── MATERIALS PROVIDED ──

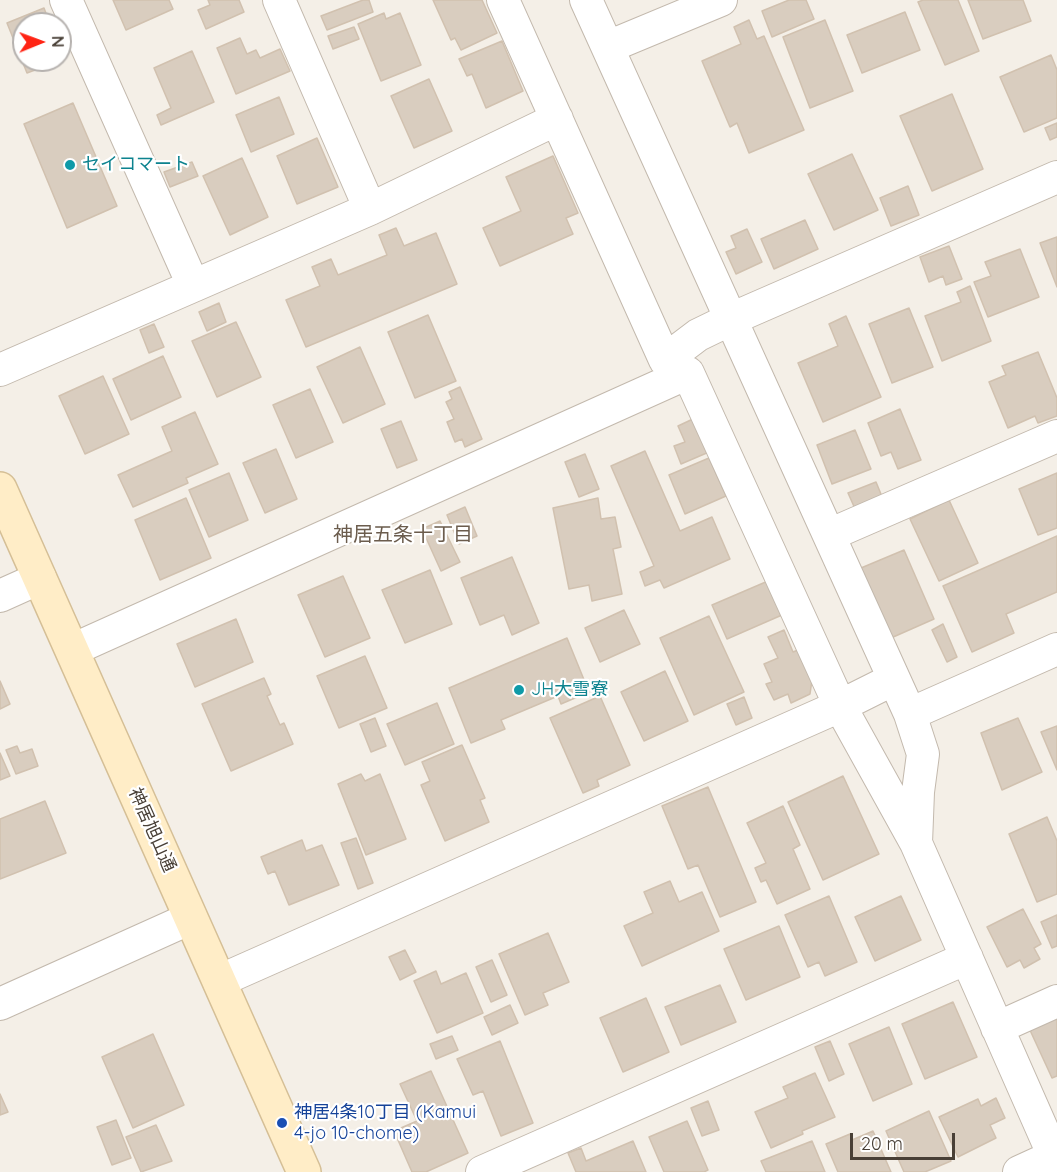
<!DOCTYPE html>
<meta charset="utf-8">
<style>
body{margin:0}
#map{position:relative;width:1057px;height:1172px;overflow:hidden;background:#f4efe7;font-family:Quicksand,sans-serif}
canvas{display:block}
.north{position:absolute;left:12px;top:12px;width:60px;height:60px;box-sizing:border-box;background:#fff;border:2px solid #b6b2af;border-radius:50%;rotate:89deg;font-size:16px;font-weight:700;line-height:24px;text-align:center;color:#483f36}
.north::after{content:'';display:block;margin:auto;width:21px;height:27px;background:#ff2414;clip-path:polygon(50% 0,100% 100%,50% 72%,0 100%)}
.scale{position:absolute;left:850px;top:1133px;width:105px;height:27px;box-sizing:border-box;border:3px solid #483f36;border-top:0;padding-left:8px;font-size:18px;line-height:21px;white-space:nowrap;color:#483f36;-webkit-text-stroke:4px #fff;paint-order:stroke}
</style>
<div id="map">
<canvas width="1057" height="1172"></canvas>
<div class="north">N</div>
<div class="scale">20 m</div>
</div>
<script>
const ctx = document.querySelector('canvas').getContext('2d');
ctx.lineJoin = 'round';
function fillPath(path, color) { ctx.fillStyle = color; ctx.fill(path, 'evenodd'); }
const shape = rows => new Path2D(rows.map(r => 'M' + r).join(''));
function strokePath(path, color, width, dash) { ctx.strokeStyle = color; ctx.lineWidth = width; ctx.lineCap = dash ? 'butt' : 'round'; ctx.setLineDash(dash || []); ctx.stroke(path); }
function drawText(font, color, halo, rows, align = 'center') {
  ctx.font = font + ' Quicksand,"Noto Sans JP",sans-serif'; ctx.lineWidth = 4.5; ctx.setLineDash([]); ctx.textBaseline = 'middle'; ctx.strokeStyle = halo; ctx.fillStyle = color; for (const [text, x, y, turn = 0] of rows) {
    ctx.save(); ctx.translate(x, y); ctx.rotate((+turn || 0) * Math.PI / 180); ctx.textAlign = isNaN(turn) ? turn : align; if (halo) ctx.strokeText(text, 0, 0); ctx.fillText(text, 0, 0); ctx.restore();
  }
}
const building = shape([
 [113,0,169,0,173,9,126,30,113,0],
 [208,0,239,0,244,12,206,29,198,10,210,5,208,0],
 [363,0,369,0,373,12,327,30,321,16,363,0],
 [433,0,482,0,497,33,461,50,455,38,451,40,433,0],
 [789,0,806,0,814,19,772,37,762,11,789,0],
 [923,0,958,0,979,51,945,65,918,2,923,0],
 [968,0,1023,0,1031,21,983,39,968,0],
 [44,8,50,24,24,24,24,60,60,60,60,49,64,59,27,73,7,23,44,8],
 [905,12,920,50,862,73,847,35,905,12],
 [384,13,386,19,400,13,421,65,381,81,358,24,384,13],
 [749,20,757,39,764,36,804,130,749,153,737,123,730,127,702,61,741,44,734,27,749,20],
 [825,20,853,91,810,108,783,37,825,20],
 [354,27,359,39,333,49,328,36,354,27],
 [240,38,247,54,256,50,260,58,280,49,290,71,236,94,217,48,240,38],
 [502,41,523,91,486,108,472,74,467,76,459,59,502,41],
 [192,51,214,102,161,125,157,115,171,108,154,68,192,51],
 [1051,55,1057,70,1057,118,1024,132,1000,77,1051,55],
 [429,79,452,131,414,148,391,96,429,79],
 [952,94,983,169,932,191,900,116,952,94],
 [279,97,294,134,251,152,236,115,279,97],
 [73,103,117,206,67,228,24,124,73,103],
 [1057,123,1057,137,1050,140,1045,128,1057,123],
 [317,138,338,187,297,204,277,156,317,138],
 [852,154,878,210,834,230,808,174,852,154],
 [553,156,578,213,566,218,573,234,500,266,483,228,521,211,506,177,553,156],
 [242,158,268,217,230,235,203,176,242,158],
 [192,162,198,176,170,187,164,172,192,162],
 [908,186,919,215,891,226,880,198,908,186],
 [805,220,818,249,774,269,761,239,805,220],
 [396,228,404,246,436,233,457,284,306,347,286,300,320,286,312,267,331,259,338,275,387,255,379,235,396,228],
 [747,229,762,262,736,274,726,252,736,248,731,236,747,229],
 [1057,237,1057,287,1040,243,1057,237],
 [949,246,962,279,946,285,943,276,929,282,920,257,949,246],
 [1020,249,1039,297,988,317,974,282,991,276,985,262,1020,249],
 [970,286,991,341,942,361,925,316,961,302,957,292,970,286],
 [219,303,226,322,207,331,199,312,219,303],
 [909,308,933,367,892,383,869,324,909,308],
 [428,315,456,381,415,398,388,332,428,315],
 [846,316,881,397,823,422,798,363,838,346,829,324,846,316],
 [236,322,261,377,217,397,192,341,236,322],
 [154,324,164,347,149,353,140,330,154,324],
 [360,347,385,404,343,423,317,367,360,347],
 [1038,352,1057,398,1057,416,1038,423,1035,416,1008,428,989,382,1006,375,1002,366,1038,352],
 [163,356,181,397,131,420,113,379,163,356],
 [103,376,129,434,85,454,59,396,103,376],
 [460,387,482,439,465,447,462,439,455,442,447,422,454,419,446,402,452,399,449,392,460,387],
 [310,389,333,442,296,458,273,405,310,389],
 [900,409,921,460,898,469,891,452,881,456,868,423,900,409],
 [195,412,218,464,186,478,188,483,133,507,118,475,172,451,162,427,195,412],
 [695,418,709,452,681,464,674,446,685,442,678,426,695,418],
 [401,421,417,460,397,468,381,429,401,421],
 [855,430,871,469,832,484,817,445,855,430],
 [276,449,297,499,265,513,243,463,276,449],
 [645,451,680,531,712,517,730,559,664,588,660,580,645,586,640,572,654,566,611,466,645,451],
 [585,454,599,489,579,497,565,462,585,454],
 [709,458,726,496,685,514,669,475,709,458],
 [229,473,248,520,209,537,189,490,229,473],
 [1057,473,1057,528,1038,535,1019,489,1057,473],
 [876,482,883,499,856,511,848,493,876,482],
 [186,498,211,558,160,580,135,520,186,498],
 [598,498,601,519,615,517,621,547,613,549,622,594,592,601,589,585,569,589,553,508,598,498],
 [949,500,978,563,939,581,910,519,949,500],
 [465,507,477,536,459,544,447,515,465,507],
 [440,521,460,562,441,571,422,529,440,521],
 [1057,536,1057,592,1006,614,1014,633,972,652,943,586,1057,536],
 [904,550,934,619,891,638,861,568,904,550],
 [512,557,539,623,512,635,504,615,480,625,461,578,512,557],
 [430,570,452,624,405,643,382,590,430,570],
 [343,576,370,638,325,657,298,595,343,576],
 [768,581,782,615,727,639,712,605,768,581],
 [624,610,640,644,600,662,585,628,624,610],
 [709,616,744,692,694,715,660,638,709,616],
 [236,619,253,662,195,687,177,644,236,619],
 [943,624,957,657,947,662,932,630,943,624],
 [784,630,793,652,798,650,812,680,810,694,791,703,788,694,774,700,766,684,772,682,764,664,778,658,768,637,784,630],
 [567,638,589,692,561,704,558,696,501,720,505,729,471,743,449,688,567,638],
 [365,656,387,708,339,728,317,676,365,656],
 [665,671,688,721,644,741,621,692,665,671],
 [264,678,271,694,267,696,280,725,284,723,293,744,231,771,202,704,264,678],
 [0,681,10,704,0,709,0,681],
 [600,696,630,765,597,780,599,786,583,793,550,718,600,696],
 [744,697,752,718,736,725,727,704,744,697],
 [437,703,454,744,405,765,387,724,437,703],
 [375,718,386,746,371,752,360,724,375,718],
 [1018,718,1042,772,1002,790,981,733,1018,718],
 [1057,726,1057,770,1041,732,1057,726],
 [462,745,485,798,480,800,489,822,445,841,421,785,430,781,422,762,462,745],
 [17,746,20,753,32,749,38,766,16,774,6,750,17,746],
 [0,753,10,776,0,780,0,753],
 [361,774,365,781,380,774,406,839,366,855,338,784,361,774],
 [843,776,879,854,823,880,788,802,843,776],
 [708,787,756,902,720,917,698,865,688,869,662,806,708,787],
 [45,801,66,853,0,879,0,819,45,801],
 [783,806,800,845,793,849,810,889,777,904,766,880,761,882,755,868,766,863,747,823,783,806],
 [1047,817,1057,841,1057,894,1037,902,1009,834,1047,817],
 [356,838,373,883,358,889,341,843,356,838],
 [302,840,306,851,322,845,339,885,289,905,275,871,268,874,261,857,302,840],
 [670,881,679,902,702,892,719,931,642,966,624,926,653,913,644,892,670,881],
 [829,896,857,962,825,976,819,962,808,967,785,915,829,896],
 [901,896,921,940,875,961,855,917,901,896],
 [1023,909,1041,944,1034,948,1040,959,1024,968,1020,960,1007,967,987,927,1023,909],
 [1057,915,1057,946,1052,948,1041,922,1057,915],
 [779,926,800,977,746,1000,724,949,779,926],
 [548,933,569,982,543,993,548,1005,525,1015,499,954,548,933],
 [405,950,416,972,400,980,389,957,405,950],
 [492,960,507,995,491,1002,476,967,492,960],
 [436,971,441,984,466,973,483,1013,437,1033,414,981,436,971],
 [720,985,736,1022,681,1045,665,1007,720,985],
 [646,998,669,1052,623,1072,600,1018,646,998],
 [953,1002,977,1057,925,1079,902,1024,953,1002],
 [510,1005,518,1023,492,1035,484,1017,510,1005],
 [1057,1015,1057,1076,1052,1078,1029,1028,1057,1015],
 [889,1027,912,1084,873,1101,849,1044,889,1027],
 [153,1034,184,1105,133,1128,102,1057,153,1034],
 [452,1036,458,1050,436,1059,430,1044,452,1036],
 [500,1041,533,1123,501,1136,483,1091,473,1095,457,1059,500,1041],
 [830,1041,844,1074,829,1081,815,1047,830,1041],
 [431,1071,468,1153,426,1172,412,1172,394,1131,417,1121,400,1084,431,1071],
 [815,1073,835,1117,802,1131,803,1134,771,1148,755,1112,788,1098,783,1087,815,1073],
 [0,1094,8,1112,0,1115,0,1094],
 [996,1098,1005,1118,990,1125,996,1138,958,1157,939,1117,978,1099,981,1106,996,1098],
 [708,1101,719,1130,702,1136,691,1108,708,1101],
 [929,1111,951,1161,925,1172,904,1172,886,1131,929,1111],
 [116,1120,131,1158,112,1165,97,1127,116,1120],
 [687,1121,708,1170,704,1172,664,1172,649,1137,687,1121],
 [156,1125,172,1161,141,1172,126,1137,156,1125],
 [873,1131,891,1172,838,1172,826,1144,850,1134,852,1140,873,1131],
 [633,1141,646,1172,576,1172,568,1153,581,1148,586,1161,633,1141],
 [812,1141,825,1172,766,1172,761,1161,812,1141]
]);
fillPath(building, '#d9cdbf');
strokePath(building, '#d1c1af', 1.5);
const street = shape([
 [66,0,193,285],
 [279,0,370,209],
 [503,0,665,360,688,373,840,706,916,843,1057,1163],
 [586,0,910,714,923,754,918,792,916,843],
 [608,47,721,0],
 [665,360,698,335,731,319,1057,177],
 [0,370,370,209,557,119],
 [829,535,1057,436],
 [0,596,40,578],
 [72,650,688,373],
 [910,714,1057,649],
 [219,981,840,706,894,679],
 [0,1004,191,918],
 [997,1028,1057,1001],
 [482,1172,967,958],
 [1019,1172,1054,1156]
]);
const secondary = shape([
 [0,489,304,1172]
]);
strokePath(street, '#c3b9ad', 34);
strokePath(secondary, '#d5bf96', 36);
strokePath(street, '#fff', 32);
strokePath(secondary, '#ffedc7', 33);
for (const [x, y, r, color] of [
 [70,165,6,"#0f9aa8"],
 [519,690,6,"#0f9aa8"],
 [282,1123,6,"#1a4fb4"]
]) { const dot = new Path2D(); dot.arc(x, y, r, 0, 2 * Math.PI); ctx.fillStyle = color; ctx.fill(dot); strokePath(dot, '#fff', 2); }
drawText('18px', '#0d838f', '#fff', [
 ["セイコマート",82,165],
 ["JH大雪寮",531,690]
], 'left');
drawText('18px', '#483f36', '#fff', [
 ["神居旭山通",152,830,66]
]);
drawText('18px', '#164399', '#fff', [
 ["神居4条10丁目 (Kamui",294,1113],
 ["4-jo 10-chome)",294,1134]
], 'left');
drawText('20px', '#6b5c4d', '#fff', [
 ["神居五条十丁目",403,535]
]);
</script>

───

> _ACTION ITEM_:
Your answer should be all lines from the data that contain "function".

> _REPLY TO THE TASK_:
function fillPath(path, color) { ctx.fillStyle = color; ctx.fill(path, 'evenodd'); }
function strokePath(path, color, width, dash) { ctx.strokeStyle = color; ctx.lineWidth = width; ctx.lineCap = dash ? 'butt' : 'round'; ctx.setLineDash(dash || []); ctx.stroke(path); }
function drawText(font, color, halo, rows, align = 'center') {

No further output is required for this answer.